What is expected: Where the data below has the string "number", return the whole line.

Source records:
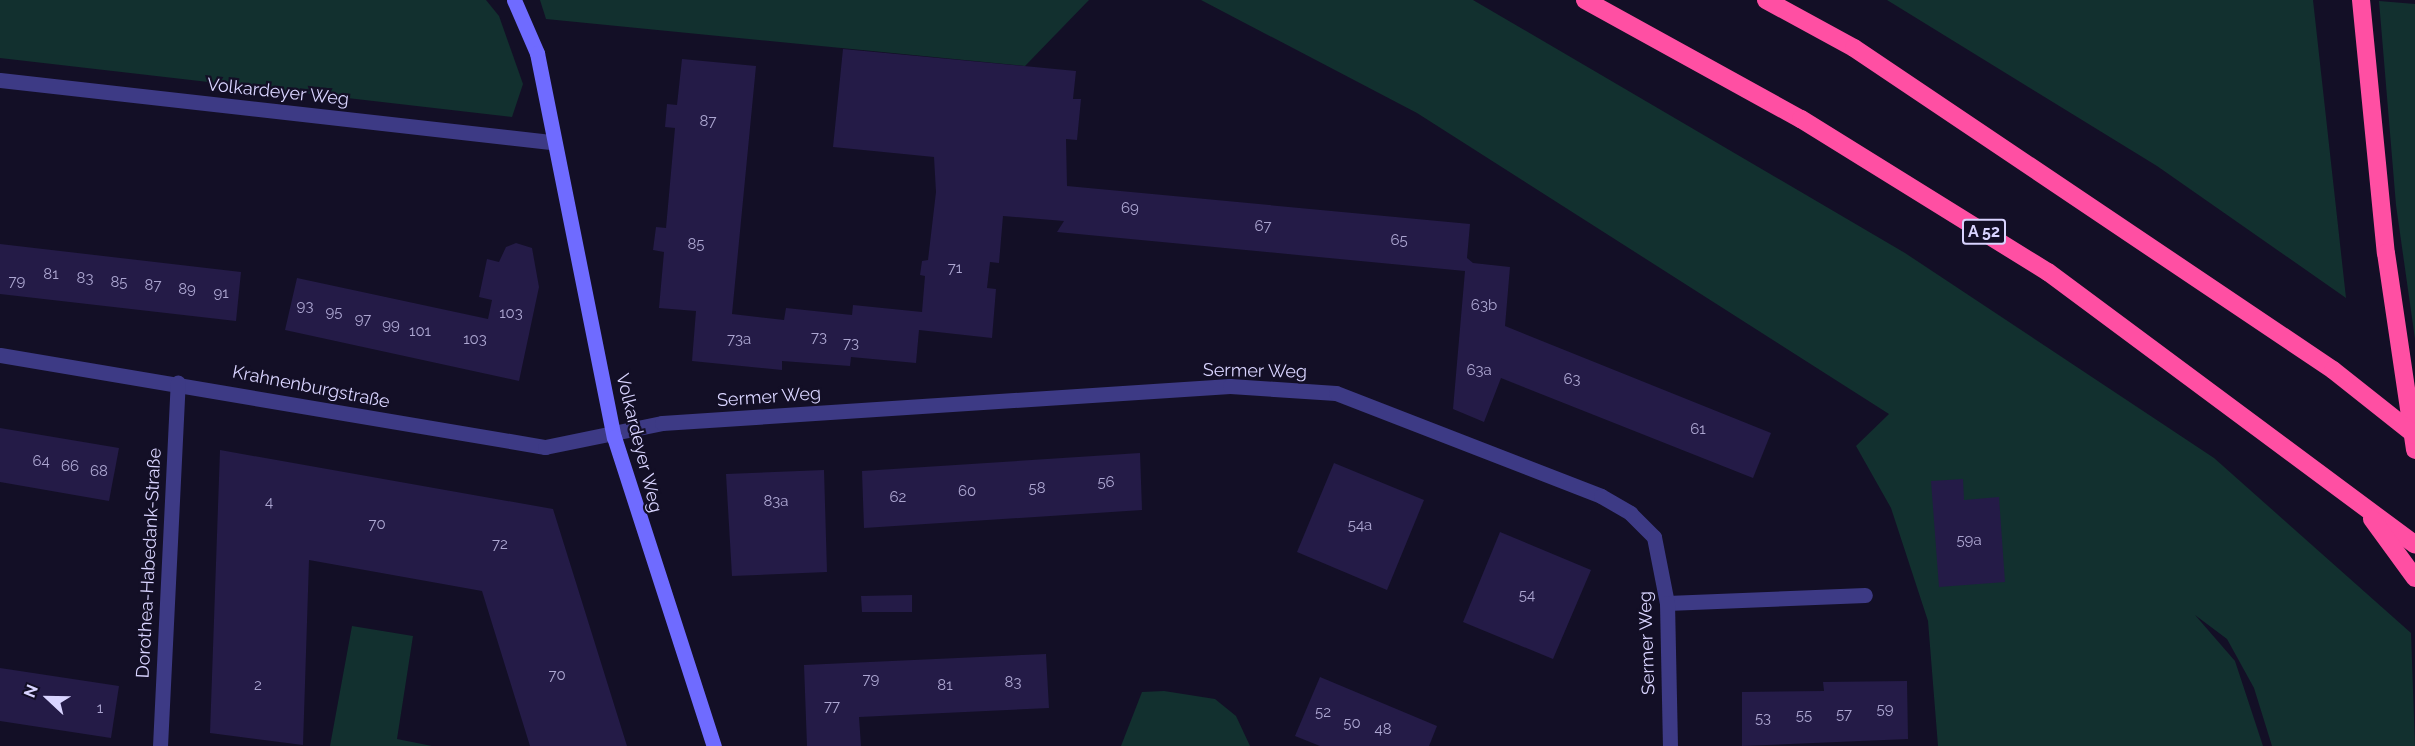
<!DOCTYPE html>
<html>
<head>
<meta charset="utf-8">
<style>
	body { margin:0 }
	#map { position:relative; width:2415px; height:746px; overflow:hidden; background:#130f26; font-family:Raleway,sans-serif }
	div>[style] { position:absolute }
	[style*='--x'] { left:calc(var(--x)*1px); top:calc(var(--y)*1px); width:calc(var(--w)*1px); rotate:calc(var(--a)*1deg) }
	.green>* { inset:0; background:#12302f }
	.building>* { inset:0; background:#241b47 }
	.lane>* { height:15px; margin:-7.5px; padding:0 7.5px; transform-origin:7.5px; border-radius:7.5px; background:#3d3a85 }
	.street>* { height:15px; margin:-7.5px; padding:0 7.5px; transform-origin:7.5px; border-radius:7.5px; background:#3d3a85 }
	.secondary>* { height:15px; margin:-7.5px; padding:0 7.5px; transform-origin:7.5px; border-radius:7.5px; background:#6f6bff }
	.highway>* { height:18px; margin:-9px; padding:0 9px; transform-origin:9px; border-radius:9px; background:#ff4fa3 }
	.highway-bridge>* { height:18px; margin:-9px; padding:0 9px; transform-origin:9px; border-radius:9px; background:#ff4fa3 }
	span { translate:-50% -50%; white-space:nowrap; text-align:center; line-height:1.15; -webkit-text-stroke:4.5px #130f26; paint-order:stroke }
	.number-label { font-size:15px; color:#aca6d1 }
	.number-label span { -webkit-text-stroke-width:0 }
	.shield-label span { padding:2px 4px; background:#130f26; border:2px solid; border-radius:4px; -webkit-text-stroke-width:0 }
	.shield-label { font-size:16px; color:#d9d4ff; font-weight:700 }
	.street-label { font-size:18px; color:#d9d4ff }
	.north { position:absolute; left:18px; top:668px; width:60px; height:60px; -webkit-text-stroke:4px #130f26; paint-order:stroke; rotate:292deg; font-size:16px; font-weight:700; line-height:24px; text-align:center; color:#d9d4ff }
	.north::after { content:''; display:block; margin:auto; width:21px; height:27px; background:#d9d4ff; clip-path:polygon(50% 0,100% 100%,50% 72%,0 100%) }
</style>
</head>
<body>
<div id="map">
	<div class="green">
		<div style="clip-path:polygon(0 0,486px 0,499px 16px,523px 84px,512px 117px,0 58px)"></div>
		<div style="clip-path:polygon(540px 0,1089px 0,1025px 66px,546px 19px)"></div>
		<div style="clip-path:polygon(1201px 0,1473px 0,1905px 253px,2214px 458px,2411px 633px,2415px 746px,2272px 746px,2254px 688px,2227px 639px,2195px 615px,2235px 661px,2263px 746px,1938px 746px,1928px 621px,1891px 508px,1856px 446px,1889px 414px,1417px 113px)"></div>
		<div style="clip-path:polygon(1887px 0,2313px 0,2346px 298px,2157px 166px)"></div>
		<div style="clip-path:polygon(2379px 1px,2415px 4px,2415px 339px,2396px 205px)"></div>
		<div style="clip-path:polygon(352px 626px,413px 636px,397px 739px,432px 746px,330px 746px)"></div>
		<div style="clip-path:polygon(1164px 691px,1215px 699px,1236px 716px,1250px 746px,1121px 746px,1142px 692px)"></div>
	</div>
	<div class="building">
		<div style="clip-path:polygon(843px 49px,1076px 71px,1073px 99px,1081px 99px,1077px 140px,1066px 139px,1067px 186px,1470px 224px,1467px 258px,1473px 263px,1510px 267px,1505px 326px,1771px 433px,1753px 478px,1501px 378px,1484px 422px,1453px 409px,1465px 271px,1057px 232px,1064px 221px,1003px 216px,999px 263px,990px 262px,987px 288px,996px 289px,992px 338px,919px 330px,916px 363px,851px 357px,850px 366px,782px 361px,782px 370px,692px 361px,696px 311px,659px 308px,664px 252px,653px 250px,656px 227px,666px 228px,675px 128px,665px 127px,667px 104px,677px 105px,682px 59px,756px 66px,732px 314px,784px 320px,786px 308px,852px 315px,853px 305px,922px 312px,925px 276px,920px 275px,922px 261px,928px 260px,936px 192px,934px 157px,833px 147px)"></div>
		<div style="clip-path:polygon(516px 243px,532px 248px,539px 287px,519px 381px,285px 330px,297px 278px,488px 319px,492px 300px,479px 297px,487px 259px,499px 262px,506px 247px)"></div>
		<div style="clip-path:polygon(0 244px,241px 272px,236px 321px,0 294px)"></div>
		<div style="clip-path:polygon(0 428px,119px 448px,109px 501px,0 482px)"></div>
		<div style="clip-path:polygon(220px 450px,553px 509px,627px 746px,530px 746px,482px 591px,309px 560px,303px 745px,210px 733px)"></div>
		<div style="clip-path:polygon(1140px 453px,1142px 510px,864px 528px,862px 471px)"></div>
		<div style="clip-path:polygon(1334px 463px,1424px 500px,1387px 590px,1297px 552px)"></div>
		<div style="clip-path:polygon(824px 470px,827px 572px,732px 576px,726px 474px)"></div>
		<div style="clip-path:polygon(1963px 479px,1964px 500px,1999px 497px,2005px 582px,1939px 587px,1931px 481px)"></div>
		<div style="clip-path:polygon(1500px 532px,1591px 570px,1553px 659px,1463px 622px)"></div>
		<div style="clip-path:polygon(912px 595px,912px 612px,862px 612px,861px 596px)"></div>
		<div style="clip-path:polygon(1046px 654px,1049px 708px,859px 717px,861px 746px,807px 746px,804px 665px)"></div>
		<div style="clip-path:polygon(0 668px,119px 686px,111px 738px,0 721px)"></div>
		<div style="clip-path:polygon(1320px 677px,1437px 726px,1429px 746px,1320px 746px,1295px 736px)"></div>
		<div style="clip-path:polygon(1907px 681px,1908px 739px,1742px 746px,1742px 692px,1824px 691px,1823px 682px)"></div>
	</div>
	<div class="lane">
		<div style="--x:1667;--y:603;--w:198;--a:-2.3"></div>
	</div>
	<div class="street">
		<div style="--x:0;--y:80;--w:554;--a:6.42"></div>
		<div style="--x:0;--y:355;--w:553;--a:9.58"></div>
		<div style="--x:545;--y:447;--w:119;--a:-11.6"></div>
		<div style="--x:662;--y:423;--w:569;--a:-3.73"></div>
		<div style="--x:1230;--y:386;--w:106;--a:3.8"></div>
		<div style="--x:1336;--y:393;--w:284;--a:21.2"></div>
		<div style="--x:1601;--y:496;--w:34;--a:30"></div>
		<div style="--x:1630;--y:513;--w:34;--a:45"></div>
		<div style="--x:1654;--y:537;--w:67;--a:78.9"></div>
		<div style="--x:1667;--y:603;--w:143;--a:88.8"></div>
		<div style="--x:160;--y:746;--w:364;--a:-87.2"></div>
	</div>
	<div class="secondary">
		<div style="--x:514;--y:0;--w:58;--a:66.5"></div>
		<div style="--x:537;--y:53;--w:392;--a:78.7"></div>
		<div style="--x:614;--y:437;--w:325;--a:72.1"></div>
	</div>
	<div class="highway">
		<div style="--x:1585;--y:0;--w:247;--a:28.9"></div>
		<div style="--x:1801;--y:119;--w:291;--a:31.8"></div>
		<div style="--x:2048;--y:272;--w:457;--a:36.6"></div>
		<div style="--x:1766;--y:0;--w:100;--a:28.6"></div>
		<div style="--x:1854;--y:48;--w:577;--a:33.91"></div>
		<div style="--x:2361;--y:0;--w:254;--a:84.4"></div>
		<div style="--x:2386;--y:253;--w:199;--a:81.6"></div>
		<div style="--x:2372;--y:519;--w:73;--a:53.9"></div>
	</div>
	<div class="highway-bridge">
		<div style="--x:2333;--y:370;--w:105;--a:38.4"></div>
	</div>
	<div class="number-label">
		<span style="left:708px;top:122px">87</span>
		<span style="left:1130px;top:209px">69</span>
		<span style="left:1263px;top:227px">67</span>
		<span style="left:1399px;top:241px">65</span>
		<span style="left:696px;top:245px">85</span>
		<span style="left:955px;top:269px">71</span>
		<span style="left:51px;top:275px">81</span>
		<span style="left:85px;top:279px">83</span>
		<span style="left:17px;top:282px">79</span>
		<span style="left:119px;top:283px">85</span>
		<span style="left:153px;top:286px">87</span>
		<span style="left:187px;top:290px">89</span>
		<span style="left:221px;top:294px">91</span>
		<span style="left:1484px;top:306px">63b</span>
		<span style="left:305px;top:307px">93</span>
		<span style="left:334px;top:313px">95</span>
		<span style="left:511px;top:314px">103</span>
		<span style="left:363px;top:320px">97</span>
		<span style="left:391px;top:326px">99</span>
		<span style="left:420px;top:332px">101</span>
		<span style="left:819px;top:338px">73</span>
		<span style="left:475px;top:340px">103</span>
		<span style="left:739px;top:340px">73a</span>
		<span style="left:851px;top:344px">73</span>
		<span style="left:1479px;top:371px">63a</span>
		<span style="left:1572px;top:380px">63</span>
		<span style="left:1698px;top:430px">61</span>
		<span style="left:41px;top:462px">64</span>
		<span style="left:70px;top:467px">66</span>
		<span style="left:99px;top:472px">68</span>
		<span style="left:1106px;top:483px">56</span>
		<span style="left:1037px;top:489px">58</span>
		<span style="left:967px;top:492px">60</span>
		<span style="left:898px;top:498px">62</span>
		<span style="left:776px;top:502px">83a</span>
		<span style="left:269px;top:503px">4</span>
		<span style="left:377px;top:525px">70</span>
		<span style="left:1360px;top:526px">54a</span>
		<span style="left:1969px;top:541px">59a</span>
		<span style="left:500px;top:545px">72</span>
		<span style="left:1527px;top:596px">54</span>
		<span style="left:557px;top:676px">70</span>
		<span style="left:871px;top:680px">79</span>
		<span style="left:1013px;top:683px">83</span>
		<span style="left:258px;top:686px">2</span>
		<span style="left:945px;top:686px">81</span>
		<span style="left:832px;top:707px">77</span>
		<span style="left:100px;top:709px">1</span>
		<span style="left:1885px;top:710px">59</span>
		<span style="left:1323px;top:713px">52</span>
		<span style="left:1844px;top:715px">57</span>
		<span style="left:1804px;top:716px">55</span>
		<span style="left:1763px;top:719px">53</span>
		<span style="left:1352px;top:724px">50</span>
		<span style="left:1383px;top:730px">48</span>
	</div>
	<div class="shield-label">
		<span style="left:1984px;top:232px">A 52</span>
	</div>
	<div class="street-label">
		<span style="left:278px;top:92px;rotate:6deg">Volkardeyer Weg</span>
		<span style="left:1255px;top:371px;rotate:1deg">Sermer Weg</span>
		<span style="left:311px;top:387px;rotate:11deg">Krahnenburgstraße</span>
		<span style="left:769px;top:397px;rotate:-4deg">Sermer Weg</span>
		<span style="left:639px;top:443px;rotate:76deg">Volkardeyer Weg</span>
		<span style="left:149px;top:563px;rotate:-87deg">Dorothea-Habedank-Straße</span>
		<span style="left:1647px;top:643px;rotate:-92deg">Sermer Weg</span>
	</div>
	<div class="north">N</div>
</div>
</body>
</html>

Reply to the task:
	.number-label { font-size:15px; color:#aca6d1 }
	.number-label span { -webkit-text-stroke-width:0 }
	<div class="number-label">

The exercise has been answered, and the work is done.